SUSTAINABLE OCEAN FARMING INNOVATORS WIN THE 2015 BUCKMINSTER FULLER CHALLENGE
The Buckminster Fuller Institute just crowned the non-profit GreenWave winner of the 2015 Fuller Challenge for developing the world’s first multi-species 3D ocean farms – a type of sustainable aquaculture that produces high yields while restoring and improving the ocean’s ecosystems. The non-profit will receive a $100,000 grand prize towards the implementation of their work.
Our oceans are being plundered. With recent studies suggesting that humans have caused marine populations to halve, largely due to overfishing, alternative solutions like those proposed by GreenWave are a lifeline to the billions of people who depend on the oceans’ biodiversity. GreenWave’s new approach to farming the seas rejects the traditional practice of growing vulnerable monocultures for a multi-layered system akin to a vertical underwater garden.

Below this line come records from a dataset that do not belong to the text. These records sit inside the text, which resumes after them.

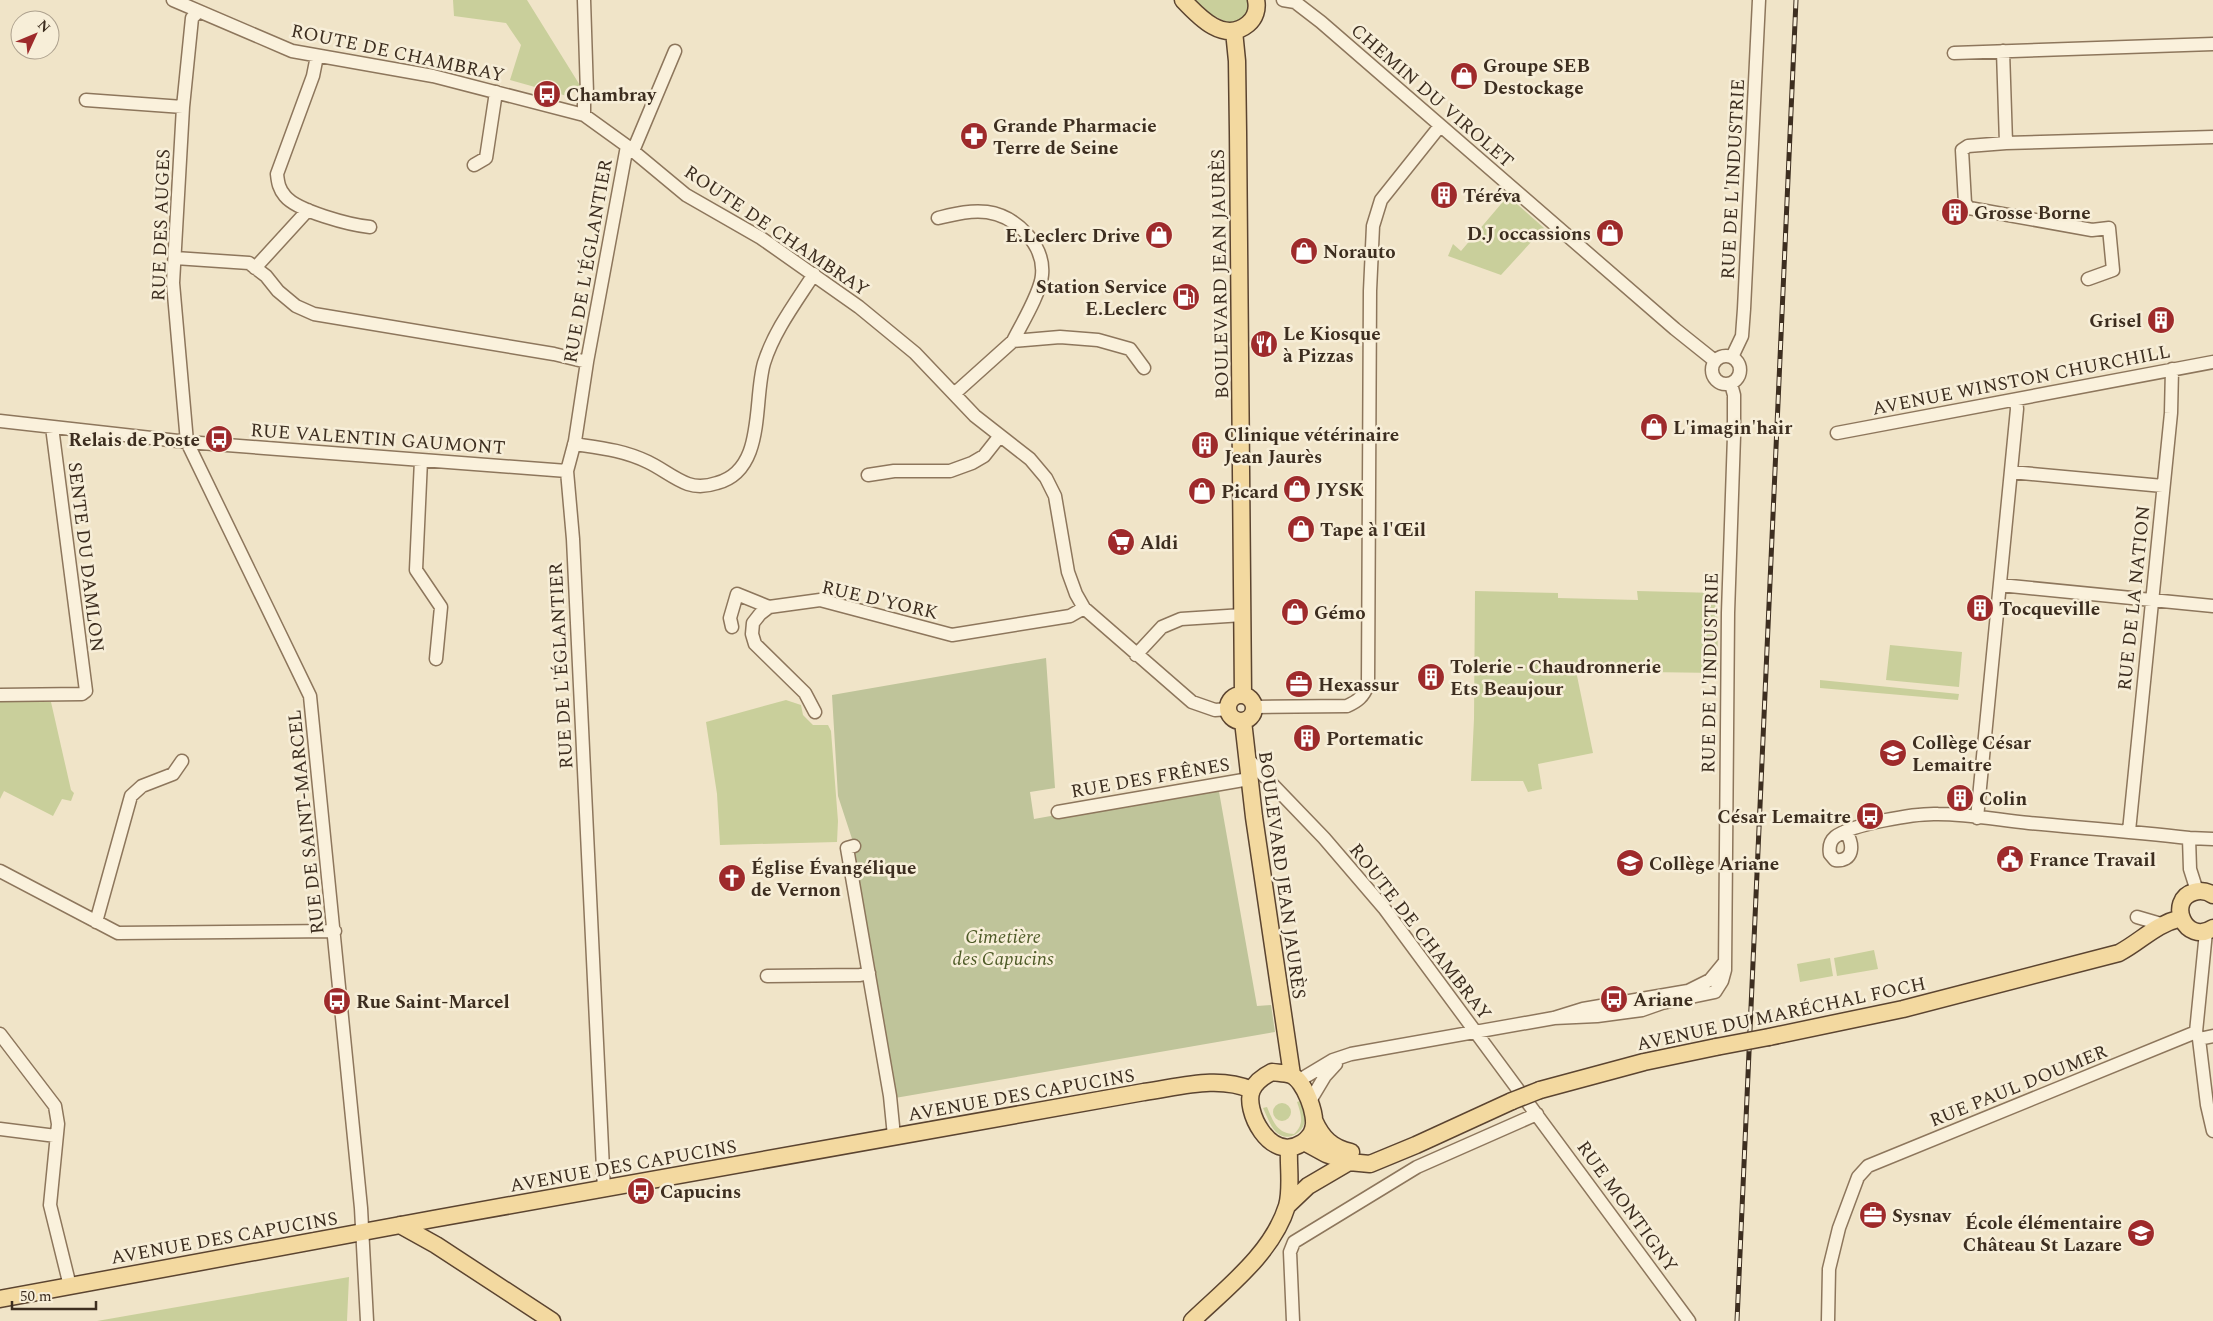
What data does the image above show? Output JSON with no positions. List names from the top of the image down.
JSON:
{
  "streets": {
    "main road": ["BOULEVARD JEAN JAURÈS", "AVENUE DU MARÉCHAL FOCH", "AVENUE DES CAPUCINS"],
    "street": [
      "ROUTE DE CHAMBRAY",
      "CHEMIN DU VIROLET",
      "RUE DE L'INDUSTRIE",
      "RUE DES AUGES",
      "RUE DE L'ÉGLANTIER",
      "AVENUE WINSTON CHURCHILL",
      "RUE VALENTIN GAUMONT",
      "SENTE DU DAMLON",
      "RUE DE LA NATION",
      "RUE D'YORK",
      "RUE DES FRÊNES",
      "RUE DE SAINT-MARCEL",
      "RUE PAUL DOUMER",
      "RUE MONTIGNY"
    ]
  },
  "crossings": [
    ["ROUTE DE CHAMBRAY", "RUE DES AUGES"],
    ["ROUTE DE CHAMBRAY", "RUE DE L'ÉGLANTIER"],
    ["ROUTE DE CHAMBRAY", "BOULEVARD JEAN JAURÈS"],
    ["ROUTE DE CHAMBRAY", "RUE D'YORK"],
    ["ROUTE DE CHAMBRAY", "RUE MONTIGNY"],
    ["CHEMIN DU VIROLET", "RUE DE L'INDUSTRIE"],
    ["RUE DES AUGES", "RUE VALENTIN GAUMONT"],
    ["RUE DES AUGES", "RUE DE SAINT-MARCEL"],
    ["RUE DE L'ÉGLANTIER", "RUE VALENTIN GAUMONT"],
    ["RUE DE L'ÉGLANTIER", "AVENUE DES CAPUCINS"],
    ["BOULEVARD JEAN JAURÈS", "RUE DES FRÊNES"],
    ["BOULEVARD JEAN JAURÈS", "AVENUE DU MARÉCHAL FOCH"],
    ["BOULEVARD JEAN JAURÈS", "AVENUE DES CAPUCINS"],
    ["AVENUE WINSTON CHURCHILL", "RUE DE LA NATION"],
    ["RUE VALENTIN GAUMONT", "RUE DE SAINT-MARCEL"],
    ["RUE DE SAINT-MARCEL", "AVENUE DES CAPUCINS"],
    ["AVENUE DU MARÉCHAL FOCH", "AVENUE DES CAPUCINS"]
  ],
  "parks": ["Cimetière des Capucins"],
  "places": {
    "shop": [
      "Groupe SEB Destockage",
      "D.J occassions",
      "E.Leclerc Drive",
      "Norauto",
      "L'imagin'hair",
      "JYSK",
      "Picard",
      "Tape à l'Œil",
      "Gémo"
    ],
    "bus stop": [
      "Chambray",
      "Relais de Poste",
      "César Lemaitre",
      "Ariane",
      "Rue Saint-Marcel",
      "Capucins"
    ],
    "pharmacy": ["Grande Pharmacie Terre de Seine"],
    "building": [
      "Téréva",
      "Grosse Borne",
      "Grisel",
      "Clinique vétérinaire Jean Jaurès",
      "Tocqueville",
      "Tolerie - Chaudronnerie Ets Beaujour",
      "Portematic",
      "Colin"
    ],
    "fuel station": ["Station Service E.Leclerc"],
    "restaurant": ["Le Kiosque à Pizzas"],
    "supermarket": ["Aldi"],
    "office": ["Hexassur", "Sysnav"],
    "school or university": ["Collège César Lemaitre", "Collège Ariane", "École élémentaire Château St Lazare"],
    "public building": ["France Travail"],
    "church": ["Église Évangélique de Vernon"]
  },
  "scale_bar": "50 m",
  "north": "top right"
}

GreenWave’s open-source strategy takes advantage of the entire ocean column, starting with seaweed, scallops, and mussels that grow on floating ropes suspended above oyster and clam cages on the ocean floor. This multi-species 3D ocean farm has the capacity of grow 10 tons of sea vegetables and 250,000 shellfish annually on one acre with zero input and no fresh water requirements. Besides food, these yields also provide fertilizers, animal feeds, pharmaceuticals, cosmetics, biofuels, and more. Best of all, GreenWave’s farms will restore the ocean ecosystems, rather than deplete them, and can clean the water (a single acre filters millions of gallons of ocean water a day) provide habitat, and sequester carbon. If adopted, coastal community members and harmful fisheries could be transformed into restorative ocean farmers.
Related: BFI announces six innovative finalists for the 2015 Buckminster Fuller Challenge
“GreenWave exemplifies beautifully Fuller’s inspirational call for individuals and groups to take the initiative, identify a critical issue, and tackle it independently, creatively, responsibly, and in a comprehensive manner,” said Michael Ben-Eli, former colleague of Buckminster Fuller and Senior Advisor to the Fuller Challenge, and Founder of The Sustainability Laboratory.